[Entries taken from a collection]
● ● ● ●

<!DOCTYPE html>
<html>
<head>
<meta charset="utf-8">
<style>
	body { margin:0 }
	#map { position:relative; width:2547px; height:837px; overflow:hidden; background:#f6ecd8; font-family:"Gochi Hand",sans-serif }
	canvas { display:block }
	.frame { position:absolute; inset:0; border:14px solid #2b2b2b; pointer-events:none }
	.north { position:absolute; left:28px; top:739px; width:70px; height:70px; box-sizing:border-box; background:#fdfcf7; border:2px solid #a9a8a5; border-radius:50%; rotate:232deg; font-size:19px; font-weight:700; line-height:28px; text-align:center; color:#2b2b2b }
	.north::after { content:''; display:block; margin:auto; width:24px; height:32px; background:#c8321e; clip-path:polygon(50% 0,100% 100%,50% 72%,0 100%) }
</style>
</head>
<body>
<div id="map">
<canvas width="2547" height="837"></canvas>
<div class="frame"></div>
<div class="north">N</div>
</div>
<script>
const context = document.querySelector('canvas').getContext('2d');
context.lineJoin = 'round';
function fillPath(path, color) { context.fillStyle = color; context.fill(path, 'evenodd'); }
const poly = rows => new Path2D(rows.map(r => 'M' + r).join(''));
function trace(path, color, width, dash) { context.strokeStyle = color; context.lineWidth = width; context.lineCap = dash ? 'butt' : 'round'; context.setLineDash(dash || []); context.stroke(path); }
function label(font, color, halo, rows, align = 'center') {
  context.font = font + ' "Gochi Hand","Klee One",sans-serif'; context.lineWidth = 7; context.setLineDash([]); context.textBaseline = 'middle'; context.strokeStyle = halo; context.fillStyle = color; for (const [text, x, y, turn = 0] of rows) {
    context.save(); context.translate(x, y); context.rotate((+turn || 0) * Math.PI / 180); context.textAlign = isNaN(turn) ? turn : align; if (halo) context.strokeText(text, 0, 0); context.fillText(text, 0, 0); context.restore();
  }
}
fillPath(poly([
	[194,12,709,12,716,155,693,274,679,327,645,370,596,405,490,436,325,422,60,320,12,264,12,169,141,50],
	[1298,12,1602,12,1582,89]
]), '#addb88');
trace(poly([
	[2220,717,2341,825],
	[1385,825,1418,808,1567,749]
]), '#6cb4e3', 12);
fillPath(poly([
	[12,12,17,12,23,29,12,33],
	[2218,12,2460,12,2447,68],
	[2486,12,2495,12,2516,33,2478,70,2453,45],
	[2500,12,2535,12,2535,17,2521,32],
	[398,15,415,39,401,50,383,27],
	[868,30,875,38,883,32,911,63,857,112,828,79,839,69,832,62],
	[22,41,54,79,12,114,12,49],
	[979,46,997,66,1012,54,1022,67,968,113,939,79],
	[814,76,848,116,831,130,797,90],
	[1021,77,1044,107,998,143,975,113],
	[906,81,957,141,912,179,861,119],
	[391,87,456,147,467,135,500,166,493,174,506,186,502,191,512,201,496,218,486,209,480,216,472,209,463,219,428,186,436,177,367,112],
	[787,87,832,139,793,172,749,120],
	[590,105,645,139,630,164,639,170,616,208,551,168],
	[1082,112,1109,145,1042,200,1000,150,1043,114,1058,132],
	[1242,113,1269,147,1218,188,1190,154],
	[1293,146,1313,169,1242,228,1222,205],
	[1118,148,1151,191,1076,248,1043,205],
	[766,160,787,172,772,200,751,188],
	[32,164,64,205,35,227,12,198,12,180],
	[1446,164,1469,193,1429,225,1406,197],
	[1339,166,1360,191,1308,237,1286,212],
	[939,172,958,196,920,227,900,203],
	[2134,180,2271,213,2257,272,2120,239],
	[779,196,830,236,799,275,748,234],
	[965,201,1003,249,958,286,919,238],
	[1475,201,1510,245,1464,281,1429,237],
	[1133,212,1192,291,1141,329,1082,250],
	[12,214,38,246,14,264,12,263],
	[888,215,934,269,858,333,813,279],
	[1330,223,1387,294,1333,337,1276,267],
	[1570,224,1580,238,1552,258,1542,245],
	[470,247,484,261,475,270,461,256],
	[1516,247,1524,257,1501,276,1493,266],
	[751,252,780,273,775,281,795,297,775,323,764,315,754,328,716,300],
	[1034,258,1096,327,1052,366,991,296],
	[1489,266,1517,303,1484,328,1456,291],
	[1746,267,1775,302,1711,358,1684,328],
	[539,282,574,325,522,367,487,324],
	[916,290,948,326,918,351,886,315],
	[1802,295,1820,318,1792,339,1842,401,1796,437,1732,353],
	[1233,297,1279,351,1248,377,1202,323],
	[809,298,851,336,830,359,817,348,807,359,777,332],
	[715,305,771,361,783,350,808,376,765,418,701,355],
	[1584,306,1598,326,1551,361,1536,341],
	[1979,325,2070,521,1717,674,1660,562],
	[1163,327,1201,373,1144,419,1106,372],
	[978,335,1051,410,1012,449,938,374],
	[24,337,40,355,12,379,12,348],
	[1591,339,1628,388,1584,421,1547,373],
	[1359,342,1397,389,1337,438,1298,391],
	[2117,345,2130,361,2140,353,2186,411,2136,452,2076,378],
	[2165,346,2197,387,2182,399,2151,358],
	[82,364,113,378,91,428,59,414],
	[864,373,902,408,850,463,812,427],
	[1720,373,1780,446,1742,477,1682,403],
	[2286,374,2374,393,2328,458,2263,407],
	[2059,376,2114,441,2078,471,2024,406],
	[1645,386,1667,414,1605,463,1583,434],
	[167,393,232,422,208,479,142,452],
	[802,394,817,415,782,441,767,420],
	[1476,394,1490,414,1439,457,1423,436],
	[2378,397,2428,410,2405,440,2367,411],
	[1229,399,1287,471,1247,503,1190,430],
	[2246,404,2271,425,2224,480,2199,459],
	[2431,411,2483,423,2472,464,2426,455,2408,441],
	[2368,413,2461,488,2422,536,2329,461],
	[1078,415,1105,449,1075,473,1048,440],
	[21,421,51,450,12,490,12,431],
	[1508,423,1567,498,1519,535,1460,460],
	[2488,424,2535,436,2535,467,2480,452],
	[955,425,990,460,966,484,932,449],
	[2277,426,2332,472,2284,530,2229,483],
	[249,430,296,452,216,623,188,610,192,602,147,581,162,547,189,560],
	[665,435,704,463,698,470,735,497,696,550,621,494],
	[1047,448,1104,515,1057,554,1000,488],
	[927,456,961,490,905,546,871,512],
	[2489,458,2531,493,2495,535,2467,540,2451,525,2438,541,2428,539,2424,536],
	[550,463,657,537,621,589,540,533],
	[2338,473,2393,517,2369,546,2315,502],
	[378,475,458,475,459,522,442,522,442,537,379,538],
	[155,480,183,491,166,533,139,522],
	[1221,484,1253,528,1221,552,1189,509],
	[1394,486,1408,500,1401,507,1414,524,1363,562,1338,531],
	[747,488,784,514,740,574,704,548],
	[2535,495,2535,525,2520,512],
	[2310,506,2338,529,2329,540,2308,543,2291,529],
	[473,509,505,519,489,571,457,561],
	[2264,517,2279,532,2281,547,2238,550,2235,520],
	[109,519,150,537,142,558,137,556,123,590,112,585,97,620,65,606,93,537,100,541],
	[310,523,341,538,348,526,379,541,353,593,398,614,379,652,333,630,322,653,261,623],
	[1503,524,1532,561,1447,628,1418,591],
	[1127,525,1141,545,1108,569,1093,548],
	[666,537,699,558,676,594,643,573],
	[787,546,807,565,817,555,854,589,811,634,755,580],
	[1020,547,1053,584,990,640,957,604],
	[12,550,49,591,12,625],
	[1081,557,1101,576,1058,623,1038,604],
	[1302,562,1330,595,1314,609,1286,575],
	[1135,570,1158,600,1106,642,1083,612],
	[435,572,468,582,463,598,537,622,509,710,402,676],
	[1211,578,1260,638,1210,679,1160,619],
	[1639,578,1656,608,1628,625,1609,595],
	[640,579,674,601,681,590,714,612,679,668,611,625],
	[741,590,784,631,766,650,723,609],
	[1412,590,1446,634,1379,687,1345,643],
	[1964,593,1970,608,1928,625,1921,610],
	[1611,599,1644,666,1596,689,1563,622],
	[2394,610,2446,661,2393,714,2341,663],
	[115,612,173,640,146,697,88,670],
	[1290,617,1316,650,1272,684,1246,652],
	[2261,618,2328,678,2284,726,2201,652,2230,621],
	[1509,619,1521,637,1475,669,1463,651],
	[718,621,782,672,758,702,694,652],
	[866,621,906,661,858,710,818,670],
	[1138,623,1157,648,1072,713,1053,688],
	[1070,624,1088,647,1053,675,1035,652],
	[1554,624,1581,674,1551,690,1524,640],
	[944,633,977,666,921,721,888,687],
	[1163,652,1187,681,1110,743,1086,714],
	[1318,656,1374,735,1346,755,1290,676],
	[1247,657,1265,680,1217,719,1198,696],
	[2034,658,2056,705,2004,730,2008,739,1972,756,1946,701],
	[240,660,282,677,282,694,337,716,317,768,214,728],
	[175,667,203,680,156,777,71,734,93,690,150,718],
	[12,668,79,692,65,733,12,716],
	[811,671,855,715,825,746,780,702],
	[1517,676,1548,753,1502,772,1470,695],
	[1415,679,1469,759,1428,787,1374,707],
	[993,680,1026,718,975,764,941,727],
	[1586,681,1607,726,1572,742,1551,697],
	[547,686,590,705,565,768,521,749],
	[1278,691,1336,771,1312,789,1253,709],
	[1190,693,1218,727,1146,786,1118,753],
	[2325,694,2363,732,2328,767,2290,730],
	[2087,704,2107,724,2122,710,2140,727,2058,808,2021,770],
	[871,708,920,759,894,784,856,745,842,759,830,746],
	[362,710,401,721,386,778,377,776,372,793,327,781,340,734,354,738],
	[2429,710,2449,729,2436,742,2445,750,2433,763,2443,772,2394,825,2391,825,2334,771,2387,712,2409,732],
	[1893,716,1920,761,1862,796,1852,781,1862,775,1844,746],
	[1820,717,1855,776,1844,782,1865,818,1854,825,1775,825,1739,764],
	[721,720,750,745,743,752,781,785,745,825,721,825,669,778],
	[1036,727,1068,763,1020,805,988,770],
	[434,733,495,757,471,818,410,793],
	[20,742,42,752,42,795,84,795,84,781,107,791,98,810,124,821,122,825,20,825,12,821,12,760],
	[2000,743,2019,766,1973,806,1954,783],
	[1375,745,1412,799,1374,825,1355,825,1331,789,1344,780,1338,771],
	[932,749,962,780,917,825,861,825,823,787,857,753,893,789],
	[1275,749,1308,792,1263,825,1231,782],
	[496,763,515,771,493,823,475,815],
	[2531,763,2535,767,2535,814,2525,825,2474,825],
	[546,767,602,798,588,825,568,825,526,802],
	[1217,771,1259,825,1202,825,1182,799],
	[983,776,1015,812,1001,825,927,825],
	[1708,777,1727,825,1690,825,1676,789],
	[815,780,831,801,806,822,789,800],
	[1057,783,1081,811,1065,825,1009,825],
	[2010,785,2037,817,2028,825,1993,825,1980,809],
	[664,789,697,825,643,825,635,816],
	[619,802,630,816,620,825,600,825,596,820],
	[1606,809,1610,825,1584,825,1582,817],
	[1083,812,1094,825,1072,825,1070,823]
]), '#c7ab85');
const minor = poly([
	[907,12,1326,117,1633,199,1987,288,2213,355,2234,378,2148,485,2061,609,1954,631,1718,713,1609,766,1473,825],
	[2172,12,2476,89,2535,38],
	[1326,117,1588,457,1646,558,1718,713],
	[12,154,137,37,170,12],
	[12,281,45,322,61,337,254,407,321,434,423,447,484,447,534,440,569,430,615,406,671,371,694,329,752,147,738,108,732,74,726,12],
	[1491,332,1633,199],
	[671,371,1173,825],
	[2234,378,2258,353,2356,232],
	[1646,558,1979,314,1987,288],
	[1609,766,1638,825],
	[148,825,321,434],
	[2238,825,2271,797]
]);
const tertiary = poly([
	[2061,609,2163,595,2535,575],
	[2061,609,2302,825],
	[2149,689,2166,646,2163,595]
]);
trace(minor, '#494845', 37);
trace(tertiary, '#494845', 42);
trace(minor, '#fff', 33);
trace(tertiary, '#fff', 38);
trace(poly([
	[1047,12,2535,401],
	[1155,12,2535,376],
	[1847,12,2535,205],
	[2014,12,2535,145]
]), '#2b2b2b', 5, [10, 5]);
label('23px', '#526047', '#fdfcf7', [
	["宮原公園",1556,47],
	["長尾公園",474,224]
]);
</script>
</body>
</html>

● ● ● ●

*What you should do*:
Lines from the start of the entries through the one containing "position:absolute; left:28px; top:739px;" are to be set down again exactly, both ends included.

*Response area*:
<!DOCTYPE html>
<html>
<head>
<meta charset="utf-8">
<style>
	body { margin:0 }
	#map { position:relative; width:2547px; height:837px; overflow:hidden; background:#f6ecd8; font-family:"Gochi Hand",sans-serif }
	canvas { display:block }
	.frame { position:absolute; inset:0; border:14px solid #2b2b2b; pointer-events:none }
	.north { position:absolute; left:28px; top:739px; width:70px; height:70px; box-sizing:border-box; background:#fdfcf7; border:2px solid #a9a8a5; border-radius:50%; rotate:232deg; font-size:19px; font-weight:700; line-height:28px; text-align:center; color:#2b2b2b }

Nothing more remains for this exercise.